PROBLEM - Once you have checked each line below, report only the number of lines that contain the word "anchor".

----

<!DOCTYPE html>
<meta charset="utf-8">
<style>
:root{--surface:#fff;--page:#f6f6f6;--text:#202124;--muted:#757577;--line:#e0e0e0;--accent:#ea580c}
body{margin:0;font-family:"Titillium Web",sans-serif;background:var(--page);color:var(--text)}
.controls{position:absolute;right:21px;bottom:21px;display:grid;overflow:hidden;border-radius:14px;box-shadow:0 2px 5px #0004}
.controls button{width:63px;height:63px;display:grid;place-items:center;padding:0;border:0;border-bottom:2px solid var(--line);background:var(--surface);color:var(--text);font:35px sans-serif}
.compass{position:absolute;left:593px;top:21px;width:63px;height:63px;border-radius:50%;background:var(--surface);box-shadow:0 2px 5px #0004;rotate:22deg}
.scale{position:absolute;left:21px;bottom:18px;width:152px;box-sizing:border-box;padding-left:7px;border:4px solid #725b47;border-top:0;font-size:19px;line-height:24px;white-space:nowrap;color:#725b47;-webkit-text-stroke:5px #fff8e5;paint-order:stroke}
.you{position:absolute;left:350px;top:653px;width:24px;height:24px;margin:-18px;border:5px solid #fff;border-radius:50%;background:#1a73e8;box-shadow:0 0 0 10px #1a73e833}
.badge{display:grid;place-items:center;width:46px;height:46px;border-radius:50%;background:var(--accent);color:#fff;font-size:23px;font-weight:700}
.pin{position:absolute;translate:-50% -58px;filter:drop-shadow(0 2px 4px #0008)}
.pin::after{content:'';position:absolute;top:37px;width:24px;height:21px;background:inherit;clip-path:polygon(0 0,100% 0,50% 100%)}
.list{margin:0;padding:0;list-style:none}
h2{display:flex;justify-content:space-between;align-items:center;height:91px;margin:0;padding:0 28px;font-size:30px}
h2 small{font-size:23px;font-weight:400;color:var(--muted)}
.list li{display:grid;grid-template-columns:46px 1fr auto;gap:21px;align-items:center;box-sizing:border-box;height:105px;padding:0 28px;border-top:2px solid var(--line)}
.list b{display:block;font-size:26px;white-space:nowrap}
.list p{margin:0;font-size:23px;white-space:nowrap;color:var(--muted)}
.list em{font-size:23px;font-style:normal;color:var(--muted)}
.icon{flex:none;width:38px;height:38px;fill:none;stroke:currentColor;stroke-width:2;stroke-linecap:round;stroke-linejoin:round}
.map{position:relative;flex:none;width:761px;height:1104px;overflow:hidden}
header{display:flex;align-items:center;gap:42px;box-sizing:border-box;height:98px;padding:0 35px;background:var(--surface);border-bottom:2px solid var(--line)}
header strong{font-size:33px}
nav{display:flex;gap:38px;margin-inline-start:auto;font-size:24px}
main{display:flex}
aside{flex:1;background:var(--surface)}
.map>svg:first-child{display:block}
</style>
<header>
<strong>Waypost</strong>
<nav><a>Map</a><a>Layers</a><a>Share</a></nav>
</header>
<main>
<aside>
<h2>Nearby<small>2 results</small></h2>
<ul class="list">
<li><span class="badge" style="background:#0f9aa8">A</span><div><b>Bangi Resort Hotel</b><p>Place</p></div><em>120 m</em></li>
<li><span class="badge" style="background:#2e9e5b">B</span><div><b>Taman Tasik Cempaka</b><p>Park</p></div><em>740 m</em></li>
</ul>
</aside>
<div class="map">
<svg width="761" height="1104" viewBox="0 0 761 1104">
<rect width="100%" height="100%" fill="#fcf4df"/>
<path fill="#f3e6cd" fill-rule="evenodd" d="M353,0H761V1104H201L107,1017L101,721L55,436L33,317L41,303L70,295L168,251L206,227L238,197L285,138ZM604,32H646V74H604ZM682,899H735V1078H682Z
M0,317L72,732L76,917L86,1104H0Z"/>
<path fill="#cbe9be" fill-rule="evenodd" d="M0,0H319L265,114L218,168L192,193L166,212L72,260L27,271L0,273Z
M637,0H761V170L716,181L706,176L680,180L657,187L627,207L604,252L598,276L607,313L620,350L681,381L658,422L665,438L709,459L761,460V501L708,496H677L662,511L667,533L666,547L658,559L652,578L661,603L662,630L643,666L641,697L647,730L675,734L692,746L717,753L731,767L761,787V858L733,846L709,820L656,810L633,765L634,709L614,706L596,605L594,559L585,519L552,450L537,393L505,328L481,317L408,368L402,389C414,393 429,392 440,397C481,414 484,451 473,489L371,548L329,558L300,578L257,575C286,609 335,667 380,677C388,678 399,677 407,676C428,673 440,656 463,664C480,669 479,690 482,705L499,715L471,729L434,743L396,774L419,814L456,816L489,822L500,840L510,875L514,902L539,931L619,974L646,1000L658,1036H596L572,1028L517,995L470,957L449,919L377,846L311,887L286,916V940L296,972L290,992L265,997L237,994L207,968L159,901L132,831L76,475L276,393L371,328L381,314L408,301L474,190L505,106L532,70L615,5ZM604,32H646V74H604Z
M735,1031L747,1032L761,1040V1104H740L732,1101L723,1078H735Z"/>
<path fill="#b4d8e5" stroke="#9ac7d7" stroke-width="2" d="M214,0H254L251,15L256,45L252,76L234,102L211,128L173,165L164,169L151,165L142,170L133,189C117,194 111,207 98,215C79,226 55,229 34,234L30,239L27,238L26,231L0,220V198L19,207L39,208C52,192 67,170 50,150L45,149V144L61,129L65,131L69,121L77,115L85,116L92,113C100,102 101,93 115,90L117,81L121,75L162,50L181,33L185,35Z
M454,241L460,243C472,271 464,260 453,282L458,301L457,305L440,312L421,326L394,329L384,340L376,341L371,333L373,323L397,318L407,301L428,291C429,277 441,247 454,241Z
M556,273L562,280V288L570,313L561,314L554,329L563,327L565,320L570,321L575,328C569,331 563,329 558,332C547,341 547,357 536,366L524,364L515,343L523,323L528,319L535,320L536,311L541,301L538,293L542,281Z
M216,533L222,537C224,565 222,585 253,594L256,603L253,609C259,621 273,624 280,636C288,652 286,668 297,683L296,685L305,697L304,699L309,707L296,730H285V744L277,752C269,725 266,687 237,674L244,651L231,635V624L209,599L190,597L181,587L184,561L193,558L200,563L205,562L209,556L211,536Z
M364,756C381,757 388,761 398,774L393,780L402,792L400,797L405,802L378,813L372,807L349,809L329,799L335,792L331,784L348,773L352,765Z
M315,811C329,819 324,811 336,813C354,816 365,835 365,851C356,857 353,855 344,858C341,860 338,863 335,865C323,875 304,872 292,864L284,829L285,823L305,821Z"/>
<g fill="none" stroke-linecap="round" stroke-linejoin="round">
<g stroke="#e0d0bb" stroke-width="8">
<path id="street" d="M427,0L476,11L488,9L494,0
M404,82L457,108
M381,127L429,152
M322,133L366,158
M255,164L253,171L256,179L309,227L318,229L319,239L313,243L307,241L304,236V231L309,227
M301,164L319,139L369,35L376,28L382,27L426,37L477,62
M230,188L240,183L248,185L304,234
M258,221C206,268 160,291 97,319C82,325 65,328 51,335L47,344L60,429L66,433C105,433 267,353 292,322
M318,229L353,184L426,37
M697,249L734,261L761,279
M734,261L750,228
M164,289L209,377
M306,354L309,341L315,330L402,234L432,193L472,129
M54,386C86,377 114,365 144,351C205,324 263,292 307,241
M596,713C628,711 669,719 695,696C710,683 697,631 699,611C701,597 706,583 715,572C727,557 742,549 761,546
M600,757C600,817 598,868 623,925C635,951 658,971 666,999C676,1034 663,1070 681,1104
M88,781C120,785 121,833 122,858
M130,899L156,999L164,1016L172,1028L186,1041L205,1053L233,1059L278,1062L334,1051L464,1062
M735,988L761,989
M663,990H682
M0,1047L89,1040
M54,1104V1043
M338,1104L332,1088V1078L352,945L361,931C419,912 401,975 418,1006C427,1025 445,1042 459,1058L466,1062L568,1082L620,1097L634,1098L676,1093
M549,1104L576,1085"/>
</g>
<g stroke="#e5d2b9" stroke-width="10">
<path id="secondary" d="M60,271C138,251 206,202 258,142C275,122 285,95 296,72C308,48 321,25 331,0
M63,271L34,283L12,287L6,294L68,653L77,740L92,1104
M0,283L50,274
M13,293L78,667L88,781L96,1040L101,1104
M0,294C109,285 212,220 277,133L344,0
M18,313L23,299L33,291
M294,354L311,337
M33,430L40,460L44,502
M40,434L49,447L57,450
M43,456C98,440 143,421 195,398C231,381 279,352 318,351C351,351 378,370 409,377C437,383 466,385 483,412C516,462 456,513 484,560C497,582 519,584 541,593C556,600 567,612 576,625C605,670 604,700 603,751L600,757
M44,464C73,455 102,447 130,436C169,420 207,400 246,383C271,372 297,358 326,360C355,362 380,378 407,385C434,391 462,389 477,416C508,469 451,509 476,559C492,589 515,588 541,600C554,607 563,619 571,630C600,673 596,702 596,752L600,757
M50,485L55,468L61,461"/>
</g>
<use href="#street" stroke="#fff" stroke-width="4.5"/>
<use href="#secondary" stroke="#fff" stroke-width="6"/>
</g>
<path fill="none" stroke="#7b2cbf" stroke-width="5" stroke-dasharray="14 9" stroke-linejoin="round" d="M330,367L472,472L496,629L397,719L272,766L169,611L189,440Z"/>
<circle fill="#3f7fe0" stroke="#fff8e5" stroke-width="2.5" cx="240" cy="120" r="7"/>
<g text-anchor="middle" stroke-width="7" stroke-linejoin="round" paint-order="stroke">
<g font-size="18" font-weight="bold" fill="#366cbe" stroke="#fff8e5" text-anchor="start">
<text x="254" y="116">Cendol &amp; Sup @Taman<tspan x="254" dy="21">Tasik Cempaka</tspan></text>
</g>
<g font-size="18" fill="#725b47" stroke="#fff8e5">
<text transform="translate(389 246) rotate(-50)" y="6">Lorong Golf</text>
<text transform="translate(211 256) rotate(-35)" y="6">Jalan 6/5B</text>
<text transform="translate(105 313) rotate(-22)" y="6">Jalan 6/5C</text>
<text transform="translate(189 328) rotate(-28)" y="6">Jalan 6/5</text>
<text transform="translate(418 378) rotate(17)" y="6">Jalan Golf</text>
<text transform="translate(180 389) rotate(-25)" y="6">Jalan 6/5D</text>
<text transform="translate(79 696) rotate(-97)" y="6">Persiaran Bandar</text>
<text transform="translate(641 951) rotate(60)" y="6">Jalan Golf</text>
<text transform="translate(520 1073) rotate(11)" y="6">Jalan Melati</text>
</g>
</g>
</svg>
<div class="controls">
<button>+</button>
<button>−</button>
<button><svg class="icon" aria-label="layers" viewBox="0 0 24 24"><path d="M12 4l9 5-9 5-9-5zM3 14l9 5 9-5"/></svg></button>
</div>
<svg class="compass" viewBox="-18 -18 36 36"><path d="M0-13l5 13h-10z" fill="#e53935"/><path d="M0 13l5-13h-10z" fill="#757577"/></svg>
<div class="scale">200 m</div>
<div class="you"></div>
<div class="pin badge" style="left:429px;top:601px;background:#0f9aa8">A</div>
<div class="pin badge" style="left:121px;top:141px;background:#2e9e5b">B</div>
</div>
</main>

----

SOLVED PROBLEM - 2